Spencer Newell is a lifelong endurance athlete who finds that being athletic is a way for him to push physical limits as well as help cope, and break, mental boundaries. Having been sober for 7+ years he shares his story of recovery to help give hope to others that might be struggling in silence, unwilling to face their own demons. Apart from being the co-founder of Novo Veritas, his lifestyle and wellness coaching company, he remains busy as a personal trainer at Rise Fitness in Bend, OR, an author of his addiction memoir, Appetite for Addiction, and an electronic music producer.
Primary activity: Trail Running Location: Bend, OR Caffeinated or decaf: Caffeinated
What is your primary mixed terrain activity or passion?
Trail running. It was being in nature and running on trails that helped him first cope with the challenges of being new to sobriety.

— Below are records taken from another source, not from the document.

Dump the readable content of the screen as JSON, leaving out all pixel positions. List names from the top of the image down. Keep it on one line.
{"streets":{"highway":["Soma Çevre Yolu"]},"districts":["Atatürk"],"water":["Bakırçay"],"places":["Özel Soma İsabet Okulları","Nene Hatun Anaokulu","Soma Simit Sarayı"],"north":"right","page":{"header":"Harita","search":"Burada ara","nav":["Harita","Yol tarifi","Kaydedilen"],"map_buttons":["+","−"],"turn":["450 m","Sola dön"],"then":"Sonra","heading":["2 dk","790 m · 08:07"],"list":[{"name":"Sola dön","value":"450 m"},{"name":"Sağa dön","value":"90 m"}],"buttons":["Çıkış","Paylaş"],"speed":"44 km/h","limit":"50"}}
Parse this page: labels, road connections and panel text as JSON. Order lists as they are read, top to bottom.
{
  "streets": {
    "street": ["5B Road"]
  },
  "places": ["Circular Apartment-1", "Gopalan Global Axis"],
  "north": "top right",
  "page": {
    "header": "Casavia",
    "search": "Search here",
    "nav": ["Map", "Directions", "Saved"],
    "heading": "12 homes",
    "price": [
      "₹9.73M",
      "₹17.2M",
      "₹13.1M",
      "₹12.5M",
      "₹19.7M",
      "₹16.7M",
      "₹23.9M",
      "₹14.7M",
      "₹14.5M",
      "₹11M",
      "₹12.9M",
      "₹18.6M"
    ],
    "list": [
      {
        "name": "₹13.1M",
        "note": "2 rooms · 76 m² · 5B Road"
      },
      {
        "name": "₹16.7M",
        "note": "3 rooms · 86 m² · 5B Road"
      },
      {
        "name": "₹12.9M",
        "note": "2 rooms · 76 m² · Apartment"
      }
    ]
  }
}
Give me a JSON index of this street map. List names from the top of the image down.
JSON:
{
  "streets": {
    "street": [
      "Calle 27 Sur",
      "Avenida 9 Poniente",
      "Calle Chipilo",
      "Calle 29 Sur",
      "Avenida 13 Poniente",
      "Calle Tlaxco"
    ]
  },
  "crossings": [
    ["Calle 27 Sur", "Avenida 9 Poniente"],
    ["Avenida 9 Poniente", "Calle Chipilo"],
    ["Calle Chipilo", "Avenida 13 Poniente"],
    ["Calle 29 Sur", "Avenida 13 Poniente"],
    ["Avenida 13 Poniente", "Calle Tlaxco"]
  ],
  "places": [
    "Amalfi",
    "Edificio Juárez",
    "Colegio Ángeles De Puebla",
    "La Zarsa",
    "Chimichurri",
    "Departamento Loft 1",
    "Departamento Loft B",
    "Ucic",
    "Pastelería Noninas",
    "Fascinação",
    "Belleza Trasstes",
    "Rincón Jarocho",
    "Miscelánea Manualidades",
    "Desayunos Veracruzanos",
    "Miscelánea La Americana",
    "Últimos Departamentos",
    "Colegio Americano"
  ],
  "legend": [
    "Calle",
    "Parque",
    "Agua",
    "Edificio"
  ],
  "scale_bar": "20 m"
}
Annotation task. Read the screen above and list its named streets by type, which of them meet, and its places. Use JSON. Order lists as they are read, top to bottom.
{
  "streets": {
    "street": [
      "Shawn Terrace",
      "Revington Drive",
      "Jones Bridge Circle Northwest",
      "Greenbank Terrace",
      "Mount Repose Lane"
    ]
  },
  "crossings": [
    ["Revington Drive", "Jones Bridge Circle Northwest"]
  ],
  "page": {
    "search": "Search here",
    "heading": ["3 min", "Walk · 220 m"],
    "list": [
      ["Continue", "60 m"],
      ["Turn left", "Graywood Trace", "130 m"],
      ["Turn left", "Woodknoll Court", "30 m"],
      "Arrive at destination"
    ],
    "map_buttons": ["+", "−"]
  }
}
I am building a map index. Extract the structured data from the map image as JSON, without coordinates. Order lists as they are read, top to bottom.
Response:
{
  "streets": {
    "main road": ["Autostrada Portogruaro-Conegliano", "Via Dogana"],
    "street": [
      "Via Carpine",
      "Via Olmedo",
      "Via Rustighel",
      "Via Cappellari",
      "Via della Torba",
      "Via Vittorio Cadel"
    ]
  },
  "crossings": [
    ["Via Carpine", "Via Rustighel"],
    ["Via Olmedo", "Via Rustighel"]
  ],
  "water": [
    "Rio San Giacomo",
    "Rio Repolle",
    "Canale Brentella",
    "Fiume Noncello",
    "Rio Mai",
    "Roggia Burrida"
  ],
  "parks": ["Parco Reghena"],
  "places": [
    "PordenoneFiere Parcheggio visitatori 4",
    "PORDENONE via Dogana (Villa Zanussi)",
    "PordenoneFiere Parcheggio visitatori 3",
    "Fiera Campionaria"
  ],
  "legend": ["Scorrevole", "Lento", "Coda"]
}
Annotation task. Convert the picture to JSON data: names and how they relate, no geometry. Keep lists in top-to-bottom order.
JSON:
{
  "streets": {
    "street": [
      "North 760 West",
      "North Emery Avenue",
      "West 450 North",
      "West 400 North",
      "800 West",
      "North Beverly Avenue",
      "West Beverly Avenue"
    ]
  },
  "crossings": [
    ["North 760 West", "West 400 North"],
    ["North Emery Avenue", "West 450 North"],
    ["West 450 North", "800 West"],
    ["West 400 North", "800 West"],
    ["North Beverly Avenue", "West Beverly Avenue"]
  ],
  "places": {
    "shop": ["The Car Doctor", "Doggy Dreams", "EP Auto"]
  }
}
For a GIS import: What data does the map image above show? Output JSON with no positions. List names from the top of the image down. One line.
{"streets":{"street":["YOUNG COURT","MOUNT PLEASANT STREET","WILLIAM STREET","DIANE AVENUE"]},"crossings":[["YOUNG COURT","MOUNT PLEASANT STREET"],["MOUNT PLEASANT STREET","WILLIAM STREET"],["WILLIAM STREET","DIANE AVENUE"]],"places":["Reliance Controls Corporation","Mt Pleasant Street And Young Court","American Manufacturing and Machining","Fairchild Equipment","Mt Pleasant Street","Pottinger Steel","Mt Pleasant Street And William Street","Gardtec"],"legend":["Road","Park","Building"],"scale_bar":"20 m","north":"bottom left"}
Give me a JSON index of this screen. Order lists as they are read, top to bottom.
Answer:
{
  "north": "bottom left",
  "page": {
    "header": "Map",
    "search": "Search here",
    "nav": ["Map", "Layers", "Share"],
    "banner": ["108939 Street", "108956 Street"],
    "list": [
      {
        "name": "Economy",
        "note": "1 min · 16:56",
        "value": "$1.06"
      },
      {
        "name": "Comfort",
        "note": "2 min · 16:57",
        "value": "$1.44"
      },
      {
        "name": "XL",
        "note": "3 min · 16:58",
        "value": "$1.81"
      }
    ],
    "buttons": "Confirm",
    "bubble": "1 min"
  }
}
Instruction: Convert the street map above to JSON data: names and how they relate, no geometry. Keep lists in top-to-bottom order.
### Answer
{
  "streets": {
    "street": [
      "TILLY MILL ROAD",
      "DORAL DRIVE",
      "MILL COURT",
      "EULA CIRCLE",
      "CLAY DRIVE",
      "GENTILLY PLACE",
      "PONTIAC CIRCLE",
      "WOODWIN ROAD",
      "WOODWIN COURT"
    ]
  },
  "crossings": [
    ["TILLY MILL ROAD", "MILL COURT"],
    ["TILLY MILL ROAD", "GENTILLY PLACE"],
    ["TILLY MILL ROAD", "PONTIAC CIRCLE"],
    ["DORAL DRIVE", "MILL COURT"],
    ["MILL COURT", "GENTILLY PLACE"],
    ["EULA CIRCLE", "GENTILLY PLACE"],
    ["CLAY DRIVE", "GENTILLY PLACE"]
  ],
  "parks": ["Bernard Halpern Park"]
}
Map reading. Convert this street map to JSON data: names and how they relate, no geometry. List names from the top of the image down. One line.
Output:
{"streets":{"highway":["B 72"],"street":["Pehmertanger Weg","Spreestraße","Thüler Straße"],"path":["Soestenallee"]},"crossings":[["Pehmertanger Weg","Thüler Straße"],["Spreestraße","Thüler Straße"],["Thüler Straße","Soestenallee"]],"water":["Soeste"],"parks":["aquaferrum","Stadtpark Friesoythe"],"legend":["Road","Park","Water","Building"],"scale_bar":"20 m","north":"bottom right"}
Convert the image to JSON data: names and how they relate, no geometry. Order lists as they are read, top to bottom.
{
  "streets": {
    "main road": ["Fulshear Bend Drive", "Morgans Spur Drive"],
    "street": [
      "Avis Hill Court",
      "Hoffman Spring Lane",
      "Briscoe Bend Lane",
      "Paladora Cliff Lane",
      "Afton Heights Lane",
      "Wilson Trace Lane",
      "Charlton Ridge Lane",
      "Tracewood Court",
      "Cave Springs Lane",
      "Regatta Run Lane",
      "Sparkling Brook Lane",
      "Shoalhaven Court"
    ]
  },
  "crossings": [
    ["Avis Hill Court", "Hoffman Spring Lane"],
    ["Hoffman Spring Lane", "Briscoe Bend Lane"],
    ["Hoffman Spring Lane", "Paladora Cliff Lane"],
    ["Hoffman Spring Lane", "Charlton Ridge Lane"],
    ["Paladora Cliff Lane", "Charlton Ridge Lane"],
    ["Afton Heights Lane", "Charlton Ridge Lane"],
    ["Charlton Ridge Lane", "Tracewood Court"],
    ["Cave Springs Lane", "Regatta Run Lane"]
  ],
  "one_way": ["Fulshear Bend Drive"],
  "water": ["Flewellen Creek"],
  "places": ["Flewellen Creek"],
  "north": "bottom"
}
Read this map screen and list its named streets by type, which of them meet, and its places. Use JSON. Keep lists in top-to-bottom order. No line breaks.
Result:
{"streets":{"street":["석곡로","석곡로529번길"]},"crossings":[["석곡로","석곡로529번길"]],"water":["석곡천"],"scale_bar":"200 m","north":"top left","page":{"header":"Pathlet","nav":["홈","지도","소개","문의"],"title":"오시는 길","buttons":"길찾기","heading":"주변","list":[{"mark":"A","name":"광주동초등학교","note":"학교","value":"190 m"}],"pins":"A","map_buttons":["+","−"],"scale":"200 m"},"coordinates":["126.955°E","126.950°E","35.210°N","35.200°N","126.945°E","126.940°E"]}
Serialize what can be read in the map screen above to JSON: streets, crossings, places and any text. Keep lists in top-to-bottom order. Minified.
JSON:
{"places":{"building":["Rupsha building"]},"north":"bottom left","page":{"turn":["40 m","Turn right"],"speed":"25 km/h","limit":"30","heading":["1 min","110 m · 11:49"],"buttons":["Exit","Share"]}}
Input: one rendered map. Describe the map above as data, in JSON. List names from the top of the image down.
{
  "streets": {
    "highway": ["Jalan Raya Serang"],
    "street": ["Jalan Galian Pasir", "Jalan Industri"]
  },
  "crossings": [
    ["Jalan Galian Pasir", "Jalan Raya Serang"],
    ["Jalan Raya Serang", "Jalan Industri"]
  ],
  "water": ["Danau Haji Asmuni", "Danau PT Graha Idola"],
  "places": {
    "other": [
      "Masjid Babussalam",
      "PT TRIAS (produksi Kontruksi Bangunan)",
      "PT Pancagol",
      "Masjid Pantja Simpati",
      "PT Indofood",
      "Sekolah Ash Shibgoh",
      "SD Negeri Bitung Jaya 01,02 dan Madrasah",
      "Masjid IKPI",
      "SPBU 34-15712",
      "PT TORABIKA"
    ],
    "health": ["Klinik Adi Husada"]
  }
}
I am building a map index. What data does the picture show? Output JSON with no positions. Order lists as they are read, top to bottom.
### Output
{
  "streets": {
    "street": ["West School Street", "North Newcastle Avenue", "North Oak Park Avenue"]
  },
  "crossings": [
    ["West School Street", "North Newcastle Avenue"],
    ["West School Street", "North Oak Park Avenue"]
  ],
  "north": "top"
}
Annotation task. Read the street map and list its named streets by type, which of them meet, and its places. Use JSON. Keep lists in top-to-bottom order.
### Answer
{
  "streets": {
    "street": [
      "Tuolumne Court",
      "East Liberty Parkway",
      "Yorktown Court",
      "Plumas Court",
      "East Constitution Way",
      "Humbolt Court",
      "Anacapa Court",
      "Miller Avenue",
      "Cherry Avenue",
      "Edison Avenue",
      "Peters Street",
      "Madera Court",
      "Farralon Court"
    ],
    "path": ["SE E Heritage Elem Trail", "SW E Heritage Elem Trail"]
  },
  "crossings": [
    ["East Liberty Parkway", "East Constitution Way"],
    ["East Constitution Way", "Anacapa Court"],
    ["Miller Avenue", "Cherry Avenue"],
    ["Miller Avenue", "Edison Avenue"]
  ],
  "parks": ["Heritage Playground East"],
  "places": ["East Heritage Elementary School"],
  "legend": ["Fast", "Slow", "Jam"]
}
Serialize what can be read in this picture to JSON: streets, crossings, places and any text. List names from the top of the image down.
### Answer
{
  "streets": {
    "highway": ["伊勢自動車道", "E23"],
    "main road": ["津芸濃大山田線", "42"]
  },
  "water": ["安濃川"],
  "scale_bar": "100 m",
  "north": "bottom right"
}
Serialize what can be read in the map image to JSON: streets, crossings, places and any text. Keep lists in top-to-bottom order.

What impact does nature, and your movement in nature, have on your wellbeing?
Being in nature helps provide a meditative space to be more present in life.
What does your typical day look like and how do you make it productive?
In the mornings I spend my time writing music with the hopes of developing my skills to have music production become a second career. Late mornings I transition into being an athlete to run on trails until the early afternoon. From there I arrive at Rise Fitness to help people achieve their personal lifestyle, wellness, and physical training goals.
Tell us about your daily training routine. How do you juggle work and life?
It’s all about organization and compartmentalizing daily activities. Every morning is about music, every late morning/early afternoon is about training (running, stretching, lifting), and every late afternoon/evening is about training my clients. During each of those segments of time I do not deviate from those activities. My daily calendar is usually filled hour by hour.
What is one habit of yours that makes you a better athlete?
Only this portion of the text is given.